*** Begin section ***

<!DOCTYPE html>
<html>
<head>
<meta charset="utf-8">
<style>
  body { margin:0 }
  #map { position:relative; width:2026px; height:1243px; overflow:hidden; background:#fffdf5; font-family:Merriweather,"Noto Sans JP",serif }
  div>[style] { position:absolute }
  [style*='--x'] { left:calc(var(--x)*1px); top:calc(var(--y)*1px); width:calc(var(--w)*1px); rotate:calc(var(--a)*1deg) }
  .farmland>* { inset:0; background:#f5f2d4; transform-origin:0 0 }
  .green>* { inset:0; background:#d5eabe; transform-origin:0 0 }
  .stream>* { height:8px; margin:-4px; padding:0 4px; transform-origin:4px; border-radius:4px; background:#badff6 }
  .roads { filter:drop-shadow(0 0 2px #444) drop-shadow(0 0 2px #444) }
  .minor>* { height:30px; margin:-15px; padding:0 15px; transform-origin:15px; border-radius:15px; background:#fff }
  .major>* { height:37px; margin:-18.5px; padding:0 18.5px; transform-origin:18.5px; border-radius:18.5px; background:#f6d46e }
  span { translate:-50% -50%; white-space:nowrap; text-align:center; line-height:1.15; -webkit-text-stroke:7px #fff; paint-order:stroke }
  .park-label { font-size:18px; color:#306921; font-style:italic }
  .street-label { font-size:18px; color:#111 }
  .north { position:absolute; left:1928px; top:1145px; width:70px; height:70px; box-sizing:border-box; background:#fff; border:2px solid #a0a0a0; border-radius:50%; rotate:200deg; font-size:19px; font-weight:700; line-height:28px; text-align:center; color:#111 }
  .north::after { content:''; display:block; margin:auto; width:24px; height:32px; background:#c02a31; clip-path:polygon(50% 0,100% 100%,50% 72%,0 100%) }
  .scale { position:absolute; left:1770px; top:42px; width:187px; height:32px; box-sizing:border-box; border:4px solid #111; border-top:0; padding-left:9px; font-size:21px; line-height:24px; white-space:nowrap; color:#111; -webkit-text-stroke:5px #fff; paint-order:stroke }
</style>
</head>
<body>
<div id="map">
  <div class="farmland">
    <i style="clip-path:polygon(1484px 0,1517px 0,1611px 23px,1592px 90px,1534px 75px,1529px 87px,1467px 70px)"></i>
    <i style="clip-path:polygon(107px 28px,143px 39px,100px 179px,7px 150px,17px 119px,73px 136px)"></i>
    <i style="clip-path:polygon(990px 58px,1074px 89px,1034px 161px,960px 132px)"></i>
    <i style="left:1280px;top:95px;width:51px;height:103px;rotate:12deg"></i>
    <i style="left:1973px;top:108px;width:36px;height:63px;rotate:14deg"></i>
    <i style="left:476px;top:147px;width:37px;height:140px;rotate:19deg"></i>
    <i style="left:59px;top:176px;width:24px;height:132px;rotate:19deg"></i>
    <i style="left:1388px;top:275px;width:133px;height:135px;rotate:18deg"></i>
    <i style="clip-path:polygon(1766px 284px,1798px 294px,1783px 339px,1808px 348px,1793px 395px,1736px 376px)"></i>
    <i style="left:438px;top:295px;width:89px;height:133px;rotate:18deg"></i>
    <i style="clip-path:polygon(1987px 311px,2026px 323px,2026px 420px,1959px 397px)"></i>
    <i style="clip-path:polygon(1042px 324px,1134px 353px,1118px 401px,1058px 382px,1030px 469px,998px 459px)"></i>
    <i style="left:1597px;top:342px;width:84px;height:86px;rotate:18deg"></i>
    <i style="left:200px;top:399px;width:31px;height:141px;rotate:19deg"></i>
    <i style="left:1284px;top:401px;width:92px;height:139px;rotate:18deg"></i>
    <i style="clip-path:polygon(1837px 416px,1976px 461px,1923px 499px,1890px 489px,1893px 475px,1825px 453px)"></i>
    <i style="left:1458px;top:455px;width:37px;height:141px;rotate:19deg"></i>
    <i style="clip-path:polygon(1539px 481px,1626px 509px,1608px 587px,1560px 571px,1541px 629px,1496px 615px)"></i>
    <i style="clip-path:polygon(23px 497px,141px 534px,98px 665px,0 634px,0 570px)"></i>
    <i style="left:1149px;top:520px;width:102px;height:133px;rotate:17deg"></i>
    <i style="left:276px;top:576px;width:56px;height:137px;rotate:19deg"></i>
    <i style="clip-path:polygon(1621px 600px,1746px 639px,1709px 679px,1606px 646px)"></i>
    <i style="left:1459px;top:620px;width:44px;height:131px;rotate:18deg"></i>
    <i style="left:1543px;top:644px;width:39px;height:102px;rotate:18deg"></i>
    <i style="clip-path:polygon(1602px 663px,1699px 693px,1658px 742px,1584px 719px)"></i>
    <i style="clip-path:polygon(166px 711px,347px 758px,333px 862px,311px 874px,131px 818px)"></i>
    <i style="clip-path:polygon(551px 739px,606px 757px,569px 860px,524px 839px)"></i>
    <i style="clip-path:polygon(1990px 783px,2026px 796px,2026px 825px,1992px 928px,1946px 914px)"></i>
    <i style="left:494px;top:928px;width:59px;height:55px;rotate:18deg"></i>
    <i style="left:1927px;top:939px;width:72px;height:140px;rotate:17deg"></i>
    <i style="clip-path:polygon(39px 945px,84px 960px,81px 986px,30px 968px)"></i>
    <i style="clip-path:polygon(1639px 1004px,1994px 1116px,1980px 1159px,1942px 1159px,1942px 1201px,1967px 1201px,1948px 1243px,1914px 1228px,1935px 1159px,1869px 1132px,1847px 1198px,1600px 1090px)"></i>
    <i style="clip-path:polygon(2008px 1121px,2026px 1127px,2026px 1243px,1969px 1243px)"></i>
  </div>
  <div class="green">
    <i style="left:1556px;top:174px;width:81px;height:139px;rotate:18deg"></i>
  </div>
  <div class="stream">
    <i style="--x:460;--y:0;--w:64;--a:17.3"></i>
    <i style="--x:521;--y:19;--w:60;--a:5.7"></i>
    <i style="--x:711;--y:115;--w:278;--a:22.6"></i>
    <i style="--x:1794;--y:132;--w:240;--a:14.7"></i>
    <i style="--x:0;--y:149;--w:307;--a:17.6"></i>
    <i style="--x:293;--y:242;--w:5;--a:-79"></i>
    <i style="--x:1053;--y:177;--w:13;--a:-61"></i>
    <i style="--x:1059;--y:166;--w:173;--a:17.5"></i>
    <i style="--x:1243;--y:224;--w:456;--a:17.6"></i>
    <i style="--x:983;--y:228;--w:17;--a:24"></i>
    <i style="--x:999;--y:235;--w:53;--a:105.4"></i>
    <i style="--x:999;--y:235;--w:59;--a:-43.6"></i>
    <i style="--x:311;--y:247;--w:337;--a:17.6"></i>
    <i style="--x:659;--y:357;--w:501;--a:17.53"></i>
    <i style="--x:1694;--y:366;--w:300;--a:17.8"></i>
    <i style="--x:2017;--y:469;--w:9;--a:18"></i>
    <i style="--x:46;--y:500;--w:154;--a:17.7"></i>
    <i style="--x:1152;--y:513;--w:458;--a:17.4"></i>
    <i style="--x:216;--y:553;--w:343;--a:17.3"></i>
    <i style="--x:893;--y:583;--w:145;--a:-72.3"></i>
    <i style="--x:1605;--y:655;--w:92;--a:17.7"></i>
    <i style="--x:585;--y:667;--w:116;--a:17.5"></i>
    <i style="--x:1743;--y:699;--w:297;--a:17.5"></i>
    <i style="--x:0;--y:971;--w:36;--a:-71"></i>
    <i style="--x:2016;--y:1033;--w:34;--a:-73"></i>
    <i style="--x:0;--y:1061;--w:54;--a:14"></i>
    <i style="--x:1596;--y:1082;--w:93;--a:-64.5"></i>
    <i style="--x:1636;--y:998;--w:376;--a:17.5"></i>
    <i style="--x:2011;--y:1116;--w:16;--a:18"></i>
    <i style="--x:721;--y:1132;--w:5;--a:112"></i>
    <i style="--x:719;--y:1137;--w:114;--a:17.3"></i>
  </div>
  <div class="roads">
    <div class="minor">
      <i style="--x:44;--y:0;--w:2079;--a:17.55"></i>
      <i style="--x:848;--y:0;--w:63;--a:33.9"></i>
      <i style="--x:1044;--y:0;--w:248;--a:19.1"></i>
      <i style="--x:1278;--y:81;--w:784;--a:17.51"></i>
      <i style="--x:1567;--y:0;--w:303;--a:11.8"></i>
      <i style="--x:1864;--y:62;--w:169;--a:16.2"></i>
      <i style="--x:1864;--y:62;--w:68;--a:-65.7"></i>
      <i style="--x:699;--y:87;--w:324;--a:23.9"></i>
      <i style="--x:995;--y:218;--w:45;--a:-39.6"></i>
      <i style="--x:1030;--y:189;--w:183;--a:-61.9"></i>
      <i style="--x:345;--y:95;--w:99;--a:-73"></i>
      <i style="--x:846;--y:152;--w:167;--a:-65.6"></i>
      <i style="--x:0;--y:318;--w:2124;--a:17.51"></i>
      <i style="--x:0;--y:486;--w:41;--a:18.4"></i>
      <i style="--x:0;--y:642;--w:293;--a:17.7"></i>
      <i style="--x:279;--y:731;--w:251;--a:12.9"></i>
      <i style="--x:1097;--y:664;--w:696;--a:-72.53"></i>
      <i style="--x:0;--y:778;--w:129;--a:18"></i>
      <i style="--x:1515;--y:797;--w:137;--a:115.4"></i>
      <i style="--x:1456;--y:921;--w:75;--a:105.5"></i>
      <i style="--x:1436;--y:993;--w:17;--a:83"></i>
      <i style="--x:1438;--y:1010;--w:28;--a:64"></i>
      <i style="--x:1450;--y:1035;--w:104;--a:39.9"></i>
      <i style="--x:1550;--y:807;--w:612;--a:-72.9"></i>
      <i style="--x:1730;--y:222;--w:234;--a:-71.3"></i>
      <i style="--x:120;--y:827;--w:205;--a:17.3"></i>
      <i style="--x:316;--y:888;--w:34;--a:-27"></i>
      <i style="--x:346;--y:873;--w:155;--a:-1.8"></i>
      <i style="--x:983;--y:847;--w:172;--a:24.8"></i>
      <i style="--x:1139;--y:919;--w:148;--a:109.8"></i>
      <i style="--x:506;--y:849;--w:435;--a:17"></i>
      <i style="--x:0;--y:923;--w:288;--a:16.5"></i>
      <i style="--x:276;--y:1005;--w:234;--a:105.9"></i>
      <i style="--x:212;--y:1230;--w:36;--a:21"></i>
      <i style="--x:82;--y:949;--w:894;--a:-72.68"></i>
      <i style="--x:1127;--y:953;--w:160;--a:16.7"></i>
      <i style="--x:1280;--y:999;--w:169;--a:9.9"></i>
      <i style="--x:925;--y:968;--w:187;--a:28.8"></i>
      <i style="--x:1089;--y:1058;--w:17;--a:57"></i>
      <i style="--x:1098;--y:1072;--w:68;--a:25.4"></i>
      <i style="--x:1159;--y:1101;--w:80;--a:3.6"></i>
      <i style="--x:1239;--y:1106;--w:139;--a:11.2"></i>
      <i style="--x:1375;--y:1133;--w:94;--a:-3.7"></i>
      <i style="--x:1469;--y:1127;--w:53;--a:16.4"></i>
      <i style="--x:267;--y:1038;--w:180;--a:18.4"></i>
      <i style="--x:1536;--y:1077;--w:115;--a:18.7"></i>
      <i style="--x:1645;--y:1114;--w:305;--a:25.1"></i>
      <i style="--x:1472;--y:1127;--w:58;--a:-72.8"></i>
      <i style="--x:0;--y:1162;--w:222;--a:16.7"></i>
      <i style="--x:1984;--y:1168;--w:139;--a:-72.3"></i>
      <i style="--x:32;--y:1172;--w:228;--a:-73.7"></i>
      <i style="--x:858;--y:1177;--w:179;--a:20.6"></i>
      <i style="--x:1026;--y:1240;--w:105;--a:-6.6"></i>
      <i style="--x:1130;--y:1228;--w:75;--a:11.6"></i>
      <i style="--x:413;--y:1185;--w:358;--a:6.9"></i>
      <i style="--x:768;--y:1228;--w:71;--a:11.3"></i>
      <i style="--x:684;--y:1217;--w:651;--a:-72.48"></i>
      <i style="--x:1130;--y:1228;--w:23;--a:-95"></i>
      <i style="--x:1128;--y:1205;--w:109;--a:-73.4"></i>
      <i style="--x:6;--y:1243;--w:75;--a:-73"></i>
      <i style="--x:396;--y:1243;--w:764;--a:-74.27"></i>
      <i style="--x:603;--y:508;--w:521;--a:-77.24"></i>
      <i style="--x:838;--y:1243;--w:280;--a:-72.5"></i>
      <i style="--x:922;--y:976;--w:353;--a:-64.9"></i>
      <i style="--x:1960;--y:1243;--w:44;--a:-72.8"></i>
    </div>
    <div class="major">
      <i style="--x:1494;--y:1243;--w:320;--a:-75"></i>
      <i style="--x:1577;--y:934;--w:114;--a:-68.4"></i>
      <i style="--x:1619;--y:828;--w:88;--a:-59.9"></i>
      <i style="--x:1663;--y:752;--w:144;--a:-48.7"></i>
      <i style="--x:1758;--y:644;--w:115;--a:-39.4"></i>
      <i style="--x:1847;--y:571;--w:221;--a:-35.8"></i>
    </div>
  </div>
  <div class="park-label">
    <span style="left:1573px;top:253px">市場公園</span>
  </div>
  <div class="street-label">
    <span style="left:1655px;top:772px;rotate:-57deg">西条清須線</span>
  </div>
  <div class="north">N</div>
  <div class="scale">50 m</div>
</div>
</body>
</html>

*** End section ***

Aim of the exercise → Exactly the lines from the start of the entries through the one bearing "inset:0; background:#f5f2d4; transform-origin:0" are to be output, with both ends included.

Answer space →
<!DOCTYPE html>
<html>
<head>
<meta charset="utf-8">
<style>
  body { margin:0 }
  #map { position:relative; width:2026px; height:1243px; overflow:hidden; background:#fffdf5; font-family:Merriweather,"Noto Sans JP",serif }
  div>[style] { position:absolute }
  [style*='--x'] { left:calc(var(--x)*1px); top:calc(var(--y)*1px); width:calc(var(--w)*1px); rotate:calc(var(--a)*1deg) }
  .farmland>* { inset:0; background:#f5f2d4; transform-origin:0 0 }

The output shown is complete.